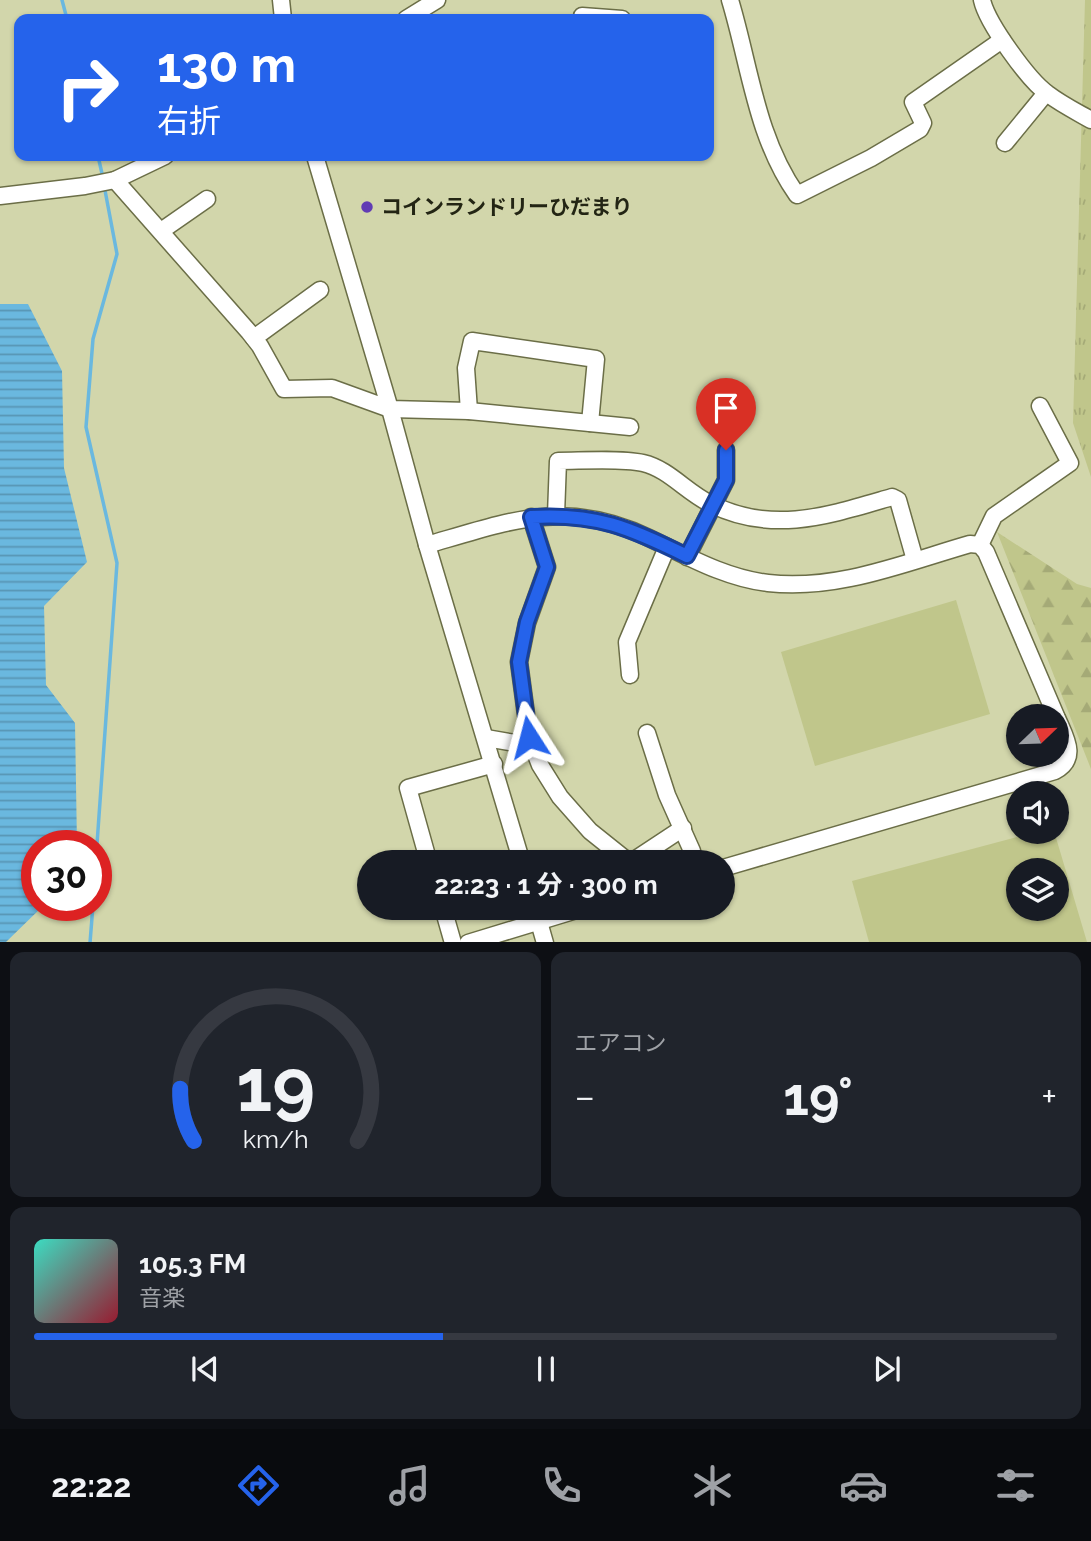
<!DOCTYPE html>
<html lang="ja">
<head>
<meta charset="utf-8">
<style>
  body { margin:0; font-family:Raleway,"Noto Sans JP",sans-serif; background:#20242c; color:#f1f3f6; height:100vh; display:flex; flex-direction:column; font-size:26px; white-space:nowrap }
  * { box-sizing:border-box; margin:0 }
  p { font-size:23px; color:#9ea1a6 }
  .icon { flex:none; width:38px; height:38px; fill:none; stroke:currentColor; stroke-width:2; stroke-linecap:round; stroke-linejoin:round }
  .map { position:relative; height:942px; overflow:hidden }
  .panel { display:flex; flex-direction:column; gap:10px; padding:10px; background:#0d0f14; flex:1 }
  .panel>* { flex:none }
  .banner { position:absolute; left:14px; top:14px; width:700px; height:147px; border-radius:14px; box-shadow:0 2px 5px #0004; background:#2563eb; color:#fff; overflow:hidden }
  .needle { width:46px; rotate:67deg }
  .fabs { position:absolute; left:1006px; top:704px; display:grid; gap:14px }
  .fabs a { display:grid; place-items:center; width:63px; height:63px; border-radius:50%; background:#171b24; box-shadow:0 2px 5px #0004; font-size:35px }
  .speed { position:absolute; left:21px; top:830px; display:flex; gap:14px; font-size:35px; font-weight:700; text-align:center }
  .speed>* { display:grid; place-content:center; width:91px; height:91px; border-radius:50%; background:#171b24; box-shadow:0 2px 5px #0004; line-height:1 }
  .speed .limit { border:10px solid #d22; background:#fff; color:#111 }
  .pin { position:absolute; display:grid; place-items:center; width:60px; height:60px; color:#fff; margin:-72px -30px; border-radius:50% 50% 50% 0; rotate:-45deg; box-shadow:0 0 7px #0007 }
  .pin .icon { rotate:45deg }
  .me { position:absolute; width:77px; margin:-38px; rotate:351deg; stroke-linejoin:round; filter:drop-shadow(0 0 5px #0008) }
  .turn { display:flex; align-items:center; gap:24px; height:147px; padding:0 28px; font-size:32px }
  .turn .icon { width:91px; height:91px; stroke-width:2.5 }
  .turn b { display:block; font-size:49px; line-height:60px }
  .big { font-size:52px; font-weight:700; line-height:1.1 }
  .panel .tile { flex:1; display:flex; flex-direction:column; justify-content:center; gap:10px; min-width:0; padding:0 24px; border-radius:14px; background:#20242c }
  .panel .dial { align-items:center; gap:0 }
  .dial svg { height:182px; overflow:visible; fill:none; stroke:#363941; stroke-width:7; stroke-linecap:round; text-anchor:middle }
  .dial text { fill:#f1f3f6; stroke:none }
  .song { display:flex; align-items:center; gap:21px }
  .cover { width:84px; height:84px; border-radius:10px; background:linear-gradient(135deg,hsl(170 70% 55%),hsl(350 70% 35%)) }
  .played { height:7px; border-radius:4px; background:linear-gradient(90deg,#2563eb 40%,#363941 40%) }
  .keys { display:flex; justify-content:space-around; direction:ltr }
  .heat { display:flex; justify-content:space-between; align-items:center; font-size:38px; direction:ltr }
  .panel .tiles { flex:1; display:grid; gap:10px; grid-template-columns:1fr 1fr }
  .tile:last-child { grid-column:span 2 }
  .trip { position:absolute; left:357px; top:850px; width:378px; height:70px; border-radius:35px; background:#171b24; box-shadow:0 2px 5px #0004; font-weight:700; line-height:70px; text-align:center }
  .tabs { display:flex; height:112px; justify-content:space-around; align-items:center; background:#090b0e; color:#9ea1a6 }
  .tabs .icon { width:49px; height:49px }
  .tabs .active { color:#2563eb }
  .tabs b { font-size:32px; color:#f1f3f6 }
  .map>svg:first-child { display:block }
</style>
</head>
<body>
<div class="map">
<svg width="1091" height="943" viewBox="0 0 1091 943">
  <defs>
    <pattern id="forest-firs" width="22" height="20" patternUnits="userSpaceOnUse" patternTransform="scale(1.75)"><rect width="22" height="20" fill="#c0c68b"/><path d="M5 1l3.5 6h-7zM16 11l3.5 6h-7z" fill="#a5aa77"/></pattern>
    <pattern id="park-tufts" width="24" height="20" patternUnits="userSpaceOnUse" patternTransform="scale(1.75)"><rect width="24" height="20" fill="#c0c68b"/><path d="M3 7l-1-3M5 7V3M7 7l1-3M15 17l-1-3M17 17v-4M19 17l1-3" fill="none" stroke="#a5aa77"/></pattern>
    <pattern id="water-rules" width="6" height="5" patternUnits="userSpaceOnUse" patternTransform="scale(1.75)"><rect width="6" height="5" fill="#6ab8df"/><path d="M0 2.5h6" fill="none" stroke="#5795b4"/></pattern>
  </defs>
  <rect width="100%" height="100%" fill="#d2d6ab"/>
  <polygon fill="url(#forest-firs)" points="997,532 1077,584 1091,588 1091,769"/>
  <polygon fill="url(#park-tufts)" points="1085,0 1091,0 1091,477 1073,423"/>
  <g fill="#c0c68b" fill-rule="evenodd">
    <polygon points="956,600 990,714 815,766 781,652"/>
    <path d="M1040,831H1054L1087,942H869L852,881ZM1018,870H1057V908H1018Z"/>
  </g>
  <polygon fill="url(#water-rules)" points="0,304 28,304 62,371 64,468 87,562 44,606 46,685 75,723 77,845 37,845 37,905 44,905 5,943 0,942"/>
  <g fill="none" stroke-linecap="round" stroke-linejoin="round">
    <g stroke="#6ab8df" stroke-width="3.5">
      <polyline points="62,0 67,19"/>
      <polyline points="98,156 103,178"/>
      <polyline points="96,858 117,563 86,427 93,339 117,254 104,185"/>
      <polyline points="90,943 93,905"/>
    </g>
    <defs>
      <g id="minor">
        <polyline points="281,0 283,19"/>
        <path d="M730,0C750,66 756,137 797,195L871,158L920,129L923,123L913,102L1002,40"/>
        <path d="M982,0C987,23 1029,81 1048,94C1061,104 1077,112 1091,120"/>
        <polyline points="582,16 622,19"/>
        <polyline points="406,19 437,0"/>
        <polyline points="1005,143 1046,93"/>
        <polyline points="315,156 390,409 427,545 522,863"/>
        <polyline points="115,180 249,332 260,346 284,389 332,388 390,409 469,411 630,427"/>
        <polyline points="0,196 85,186 115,180 165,156"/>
        <polyline points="161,231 207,199"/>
        <polyline points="254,338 320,290"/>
        <polyline points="469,411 466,368 472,341 596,359 590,423"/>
        <path d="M556,515L558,461C581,461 622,458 643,463C669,469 687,493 711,504C773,535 830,515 892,497L898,500L915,560"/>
        <polyline points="531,517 547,567 527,623 519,662 529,737 540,765 560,797 590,831 630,863 683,828"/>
        <path d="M427,545C509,521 566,498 649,538C687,556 725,578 768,583C837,591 904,563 970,544L980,545L986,552L1056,716"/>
        <polyline points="980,545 994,516 1070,463 1040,406"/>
        <polyline points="687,557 726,480 726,450"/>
        <polyline points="630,675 627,642 667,547"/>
        <polyline points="647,733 667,795 692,851 694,863"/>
        <polyline points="486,738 515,743 529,737"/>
        <polyline points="429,863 408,788 494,764"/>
        <path d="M723,868L1055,771C1079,758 1065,737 1057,718"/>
        <polyline points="443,908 453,943"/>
        <polyline points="535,908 545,943"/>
        <polyline points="468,943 583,908"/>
      </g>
    </defs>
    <use href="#minor" stroke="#6b6e47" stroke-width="19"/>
    <use href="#minor" stroke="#fff" stroke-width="16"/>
  </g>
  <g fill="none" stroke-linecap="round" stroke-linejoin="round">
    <defs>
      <path id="route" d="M529,737L519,662L527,622L547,567L531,517C596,513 630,528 687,556L726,480V450"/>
    </defs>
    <use href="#route" stroke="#184099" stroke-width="18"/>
    <use href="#route" stroke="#2563eb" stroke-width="12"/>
  </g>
  <circle fill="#613cb4" stroke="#d2d6ab" stroke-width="2.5" cx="367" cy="207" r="7"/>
  <g text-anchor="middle" stroke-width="6" stroke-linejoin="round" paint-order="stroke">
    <g font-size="21" font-weight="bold" fill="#232514" stroke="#d2d6ab" text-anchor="start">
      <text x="381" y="214">コインランドリーひだまり</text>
    </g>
  </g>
</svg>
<div class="fabs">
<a><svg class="needle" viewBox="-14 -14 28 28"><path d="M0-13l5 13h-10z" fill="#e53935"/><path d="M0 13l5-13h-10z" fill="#9ea1a6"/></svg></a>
<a><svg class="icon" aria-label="sound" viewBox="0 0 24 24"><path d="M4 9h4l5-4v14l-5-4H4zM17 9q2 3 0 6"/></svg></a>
<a><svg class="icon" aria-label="layers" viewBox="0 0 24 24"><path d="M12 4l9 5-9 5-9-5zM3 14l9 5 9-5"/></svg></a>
</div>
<div class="speed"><div class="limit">30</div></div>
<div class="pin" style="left:726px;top:450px;background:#d93025"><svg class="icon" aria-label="arrive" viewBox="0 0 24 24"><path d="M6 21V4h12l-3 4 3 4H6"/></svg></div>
<svg class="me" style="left:529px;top:737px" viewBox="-20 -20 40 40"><path d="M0-17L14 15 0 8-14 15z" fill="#2563eb" stroke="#fff" stroke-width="4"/></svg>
<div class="trip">22:23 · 1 分 · 300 m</div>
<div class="banner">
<div class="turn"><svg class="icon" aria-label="right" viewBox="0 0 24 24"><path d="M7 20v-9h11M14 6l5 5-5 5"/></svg><div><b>130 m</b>右折</div></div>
</div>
</div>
<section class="panel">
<div class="tiles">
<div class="tile dial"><svg viewBox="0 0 100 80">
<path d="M14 69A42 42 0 1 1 86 69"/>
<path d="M14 69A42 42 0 0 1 8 46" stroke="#2563eb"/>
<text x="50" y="56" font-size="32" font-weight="700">19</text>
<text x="50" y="72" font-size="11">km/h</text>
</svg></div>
<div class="tile"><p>エアコン</p>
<div class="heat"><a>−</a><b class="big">19°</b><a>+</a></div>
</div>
<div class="tile">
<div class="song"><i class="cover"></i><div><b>105.3 FM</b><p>音楽</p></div></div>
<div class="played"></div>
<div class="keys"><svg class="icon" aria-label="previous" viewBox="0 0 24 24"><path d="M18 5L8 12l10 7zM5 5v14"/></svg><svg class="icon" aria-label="pause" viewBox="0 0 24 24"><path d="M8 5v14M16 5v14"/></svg><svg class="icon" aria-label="next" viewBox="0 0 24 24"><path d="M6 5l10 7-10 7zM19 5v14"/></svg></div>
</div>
</div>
</section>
<nav class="tabs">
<b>22:22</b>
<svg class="icon active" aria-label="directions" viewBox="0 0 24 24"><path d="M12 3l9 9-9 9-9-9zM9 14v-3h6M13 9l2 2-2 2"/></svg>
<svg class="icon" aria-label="music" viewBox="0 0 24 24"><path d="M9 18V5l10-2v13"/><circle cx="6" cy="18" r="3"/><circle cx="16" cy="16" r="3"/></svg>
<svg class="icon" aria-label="phone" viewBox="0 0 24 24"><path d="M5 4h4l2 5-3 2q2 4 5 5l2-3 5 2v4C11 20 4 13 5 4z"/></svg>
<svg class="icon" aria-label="climate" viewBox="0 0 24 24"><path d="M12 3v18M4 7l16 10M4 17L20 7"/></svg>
<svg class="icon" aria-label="car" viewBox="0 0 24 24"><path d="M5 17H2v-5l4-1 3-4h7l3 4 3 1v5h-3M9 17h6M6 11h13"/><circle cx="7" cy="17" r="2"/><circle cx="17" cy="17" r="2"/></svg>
<svg class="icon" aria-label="filters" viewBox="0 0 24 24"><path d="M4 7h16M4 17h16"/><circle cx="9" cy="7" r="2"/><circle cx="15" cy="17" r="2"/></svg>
</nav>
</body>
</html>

TASK REQUIREMENTS
Look through the data above and return exactly the lines from the one that contains "3l9 9-9 9-9-9zM9" to the one that contains "4h4l2 5-3 2q2", inclusive, with nothing else.

WRITTEN RESPONSE
<svg class="icon active" aria-label="directions" viewBox="0 0 24 24"><path d="M12 3l9 9-9 9-9-9zM9 14v-3h6M13 9l2 2-2 2"/></svg>
<svg class="icon" aria-label="music" viewBox="0 0 24 24"><path d="M9 18V5l10-2v13"/><circle cx="6" cy="18" r="3"/><circle cx="16" cy="16" r="3"/></svg>
<svg class="icon" aria-label="phone" viewBox="0 0 24 24"><path d="M5 4h4l2 5-3 2q2 4 5 5l2-3 5 2v4C11 20 4 13 5 4z"/></svg>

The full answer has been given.